◆ Problem details
Go over the lines below, and when one contains the word "fabs", copy it.

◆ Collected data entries

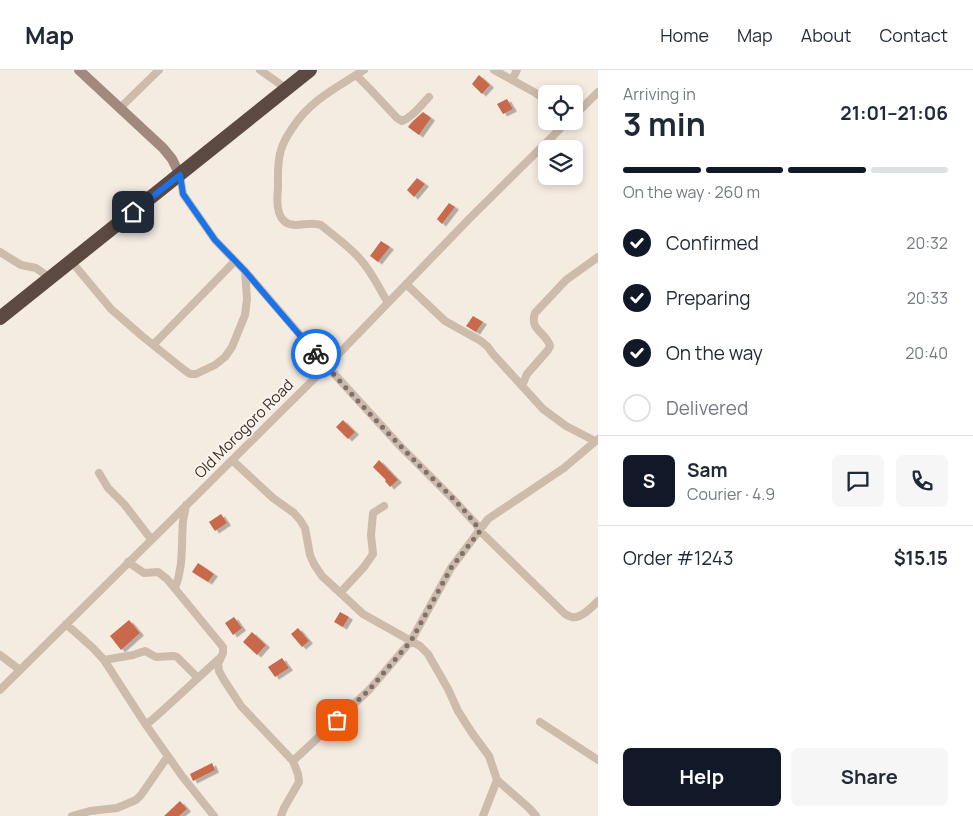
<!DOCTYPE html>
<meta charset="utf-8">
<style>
body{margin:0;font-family:Manrope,sans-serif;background:#f6f6f7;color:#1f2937;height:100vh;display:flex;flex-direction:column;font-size:19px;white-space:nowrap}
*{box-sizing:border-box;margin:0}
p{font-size:16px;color:#747a83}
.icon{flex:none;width:28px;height:28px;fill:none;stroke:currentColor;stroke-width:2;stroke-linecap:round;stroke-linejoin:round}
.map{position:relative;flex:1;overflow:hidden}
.drawer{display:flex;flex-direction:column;background:#fff;width:375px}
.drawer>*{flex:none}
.fabs{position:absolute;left:538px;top:15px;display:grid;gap:10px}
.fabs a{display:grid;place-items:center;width:45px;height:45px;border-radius:8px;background:#fff;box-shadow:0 2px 8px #0003;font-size:25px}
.pin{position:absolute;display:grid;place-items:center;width:42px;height:42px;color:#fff;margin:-21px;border-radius:10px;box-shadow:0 2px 8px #0006}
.courier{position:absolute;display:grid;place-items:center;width:50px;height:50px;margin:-25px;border:4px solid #1a73e8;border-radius:50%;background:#fff;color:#222;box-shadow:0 1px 6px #0007}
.summary em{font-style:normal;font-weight:700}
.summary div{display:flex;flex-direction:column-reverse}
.summary{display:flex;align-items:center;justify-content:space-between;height:85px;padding:0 25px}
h1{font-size:32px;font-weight:700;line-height:38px}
.bar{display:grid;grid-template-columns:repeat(4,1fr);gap:8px 5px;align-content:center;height:60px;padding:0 25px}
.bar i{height:6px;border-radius:4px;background:#e0e1e3}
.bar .on{background:#111827}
.bar p{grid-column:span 4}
.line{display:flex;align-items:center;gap:12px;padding:0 25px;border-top:1px solid #e0e1e3}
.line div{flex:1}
.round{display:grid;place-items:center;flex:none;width:52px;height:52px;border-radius:8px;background:#f6f6f7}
ol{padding:0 25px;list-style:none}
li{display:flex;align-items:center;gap:15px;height:55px}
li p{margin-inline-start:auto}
li .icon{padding:5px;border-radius:50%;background:#111827;color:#fff;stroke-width:4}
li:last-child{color:#747a83}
li i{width:28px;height:28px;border:2px solid #e0e1e3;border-radius:50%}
.button{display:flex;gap:10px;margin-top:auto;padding:10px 25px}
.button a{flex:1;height:58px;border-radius:8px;background:#111827;color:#fff;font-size:20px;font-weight:700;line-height:58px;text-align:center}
.button a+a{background:#f6f6f7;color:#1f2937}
header{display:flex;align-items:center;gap:30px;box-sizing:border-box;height:70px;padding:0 25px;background:#fff;border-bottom:1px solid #e0e1e3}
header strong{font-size:24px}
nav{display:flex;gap:28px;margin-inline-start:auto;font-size:18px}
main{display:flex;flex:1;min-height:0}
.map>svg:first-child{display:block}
.building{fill:#c8694b;filter:url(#shadow)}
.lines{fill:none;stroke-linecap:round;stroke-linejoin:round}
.street{stroke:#cdbbac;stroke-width:8}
.secondary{stroke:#a18a7d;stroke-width:10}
.highway{stroke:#5c4a42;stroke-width:14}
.done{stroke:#7c716b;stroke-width:5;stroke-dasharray:0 9}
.route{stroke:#1a73e8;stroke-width:6}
.labels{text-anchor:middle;stroke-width:4;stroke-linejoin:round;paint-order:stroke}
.street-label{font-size:15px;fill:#3b302b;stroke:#fbf5ee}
</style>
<header>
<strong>Map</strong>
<nav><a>Home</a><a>Map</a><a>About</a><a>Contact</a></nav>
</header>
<main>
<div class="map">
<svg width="598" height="746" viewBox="0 0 598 746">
<defs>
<filter id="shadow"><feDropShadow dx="4" dy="2.5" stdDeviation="0" flood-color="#0004"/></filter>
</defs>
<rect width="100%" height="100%" fill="#f4ebe1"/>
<path class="building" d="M479,5L490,15L482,24L472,14Z
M507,29L513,39L503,44L497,34Z
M423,42L431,48L419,65L408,57L412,52Z
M417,108L425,114L414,127L407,120Z
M449,133L455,137L442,154L437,149Z
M381,171L390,177L378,192L370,186Z
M473,246L483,252L476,262L466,256Z
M343,350L355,362L348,369L336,357Z
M379,390L398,410L390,417L385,411L386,410L373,397Z
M221,444L227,453L215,461L209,452Z
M198,493L214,504L208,512L192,502Z
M340,542L349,547L343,557L334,552Z
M234,547L242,558L233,565L225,553Z
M129,550L140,563L121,580L110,566Z
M298,558L309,571L302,577L291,564Z
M252,562L266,575L257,585L243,572Z
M282,588L289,598L275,607L268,597Z
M212,693L215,700L193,711L190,704Z
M180,731L187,739L179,746H164Z"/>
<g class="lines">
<path class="street" d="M260,0L287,19
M364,0C336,18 310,30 291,60C287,66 283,73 281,80C277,92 278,106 278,118C277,127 276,144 284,151C294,160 309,150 321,155C334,166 349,176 360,189C372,202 379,218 388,233
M494,0L534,22L546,30
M356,5L369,18L397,48L402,51C413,47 421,35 429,27
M512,10L517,0
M120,38L159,0
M574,46L598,22
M180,105L183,124L215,170L245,201L327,296L401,377L451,427L476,454L480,461L564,543C565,544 570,547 572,547C581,549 592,537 598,531
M0,182L21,195L36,198L50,208
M71,191L111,239L142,266L183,299L190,304H196L215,295L225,287L232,277L245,245L247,229L245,201
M406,214L445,251L481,271L488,277L493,284L543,339L566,356L595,371
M153,275L235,191
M522,316L527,304L548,280L550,276C546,262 529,260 535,243L566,210L598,187
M232,390L273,428L294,443L300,450L305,458L310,485L314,494L322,506L363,544L420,576L428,584L448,619L458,641L472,663L489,686L497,710L529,738L536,746
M99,403L108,418L124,434L151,469
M128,492L144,503L158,502L167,509L223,577V583L218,594L219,601L224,610L241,636L293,691L298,704L299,712L284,738L281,746
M175,518C184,495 181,475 183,451C184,446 185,441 186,435
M340,523L364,497L373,484L371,465L373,443L384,436
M66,554L93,578L104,590L146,655L182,706L214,746
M0,585L20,600
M104,590L133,585L145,581L156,587L174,586L177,587L198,608
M0,620L327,296L469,149L568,51
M540,652L598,690
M146,655C171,634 195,610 220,588
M293,691L369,620L411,571L451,498L488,449L564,398L598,369
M72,746L90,741L117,738L136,730L141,725L168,686
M483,746L497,710"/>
<path class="secondary" d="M79,0L163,78L172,89L180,105"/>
<path class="highway" d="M0,248L310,0"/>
</g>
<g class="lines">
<path class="done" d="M316,284C347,320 381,356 415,391C435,412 464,436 480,461L451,498L411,571L369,620L337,650"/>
<path class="route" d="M133,142L180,105L183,124L215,170L245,201L316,284"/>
</g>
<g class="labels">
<g class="street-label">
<text transform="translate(244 359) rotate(-45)" y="5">Old Morogoro Road</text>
</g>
</g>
</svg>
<div class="fabs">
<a><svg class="icon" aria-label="locate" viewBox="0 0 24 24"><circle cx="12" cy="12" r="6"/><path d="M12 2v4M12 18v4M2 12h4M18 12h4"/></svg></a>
<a><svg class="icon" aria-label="layers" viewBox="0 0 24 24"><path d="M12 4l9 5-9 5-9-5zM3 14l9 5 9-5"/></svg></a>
</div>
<div class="pin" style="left:337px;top:650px;background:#ea580c"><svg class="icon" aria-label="bag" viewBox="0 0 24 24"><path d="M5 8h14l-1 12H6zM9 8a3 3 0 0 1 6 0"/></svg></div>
<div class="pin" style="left:133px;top:142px;background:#1f2937"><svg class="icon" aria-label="home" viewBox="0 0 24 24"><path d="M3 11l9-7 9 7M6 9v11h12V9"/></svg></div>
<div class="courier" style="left:316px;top:284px"><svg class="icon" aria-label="bike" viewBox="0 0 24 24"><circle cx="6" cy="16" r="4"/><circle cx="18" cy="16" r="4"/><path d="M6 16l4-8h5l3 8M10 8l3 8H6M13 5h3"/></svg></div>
</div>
<section class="drawer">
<div class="summary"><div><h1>3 min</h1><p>Arriving in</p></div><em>21:01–21:06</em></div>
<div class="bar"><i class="on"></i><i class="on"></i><i class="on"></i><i></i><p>On the way · 260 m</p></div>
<ol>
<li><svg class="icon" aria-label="check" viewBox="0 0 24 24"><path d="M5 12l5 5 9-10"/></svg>Confirmed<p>20:32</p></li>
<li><svg class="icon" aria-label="check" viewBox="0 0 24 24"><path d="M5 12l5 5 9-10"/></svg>Preparing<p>20:33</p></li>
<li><svg class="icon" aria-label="check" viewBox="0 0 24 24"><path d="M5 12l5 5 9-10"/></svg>On the way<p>20:40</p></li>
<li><i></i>Delivered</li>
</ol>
<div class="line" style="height:90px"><b class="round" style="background:#111827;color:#fff">S</b><div><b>Sam</b><p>Courier · 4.9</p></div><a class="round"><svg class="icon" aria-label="chat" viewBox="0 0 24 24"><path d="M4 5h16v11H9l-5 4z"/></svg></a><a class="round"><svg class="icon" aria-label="phone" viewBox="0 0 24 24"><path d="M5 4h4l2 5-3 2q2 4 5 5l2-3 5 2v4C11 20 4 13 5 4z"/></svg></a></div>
<div class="line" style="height:65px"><div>Order #1243</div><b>$15.15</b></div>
<div class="button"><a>Help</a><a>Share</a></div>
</section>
</main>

◆ Answer to this problem
.fabs{position:absolute;left:538px;top:15px;display:grid;gap:10px}
.fabs a{display:grid;place-items:center;width:45px;height:45px;border-radius:8px;background:#fff;box-shadow:0 2px 8px #0003;font-size:25px}
<div class="fabs">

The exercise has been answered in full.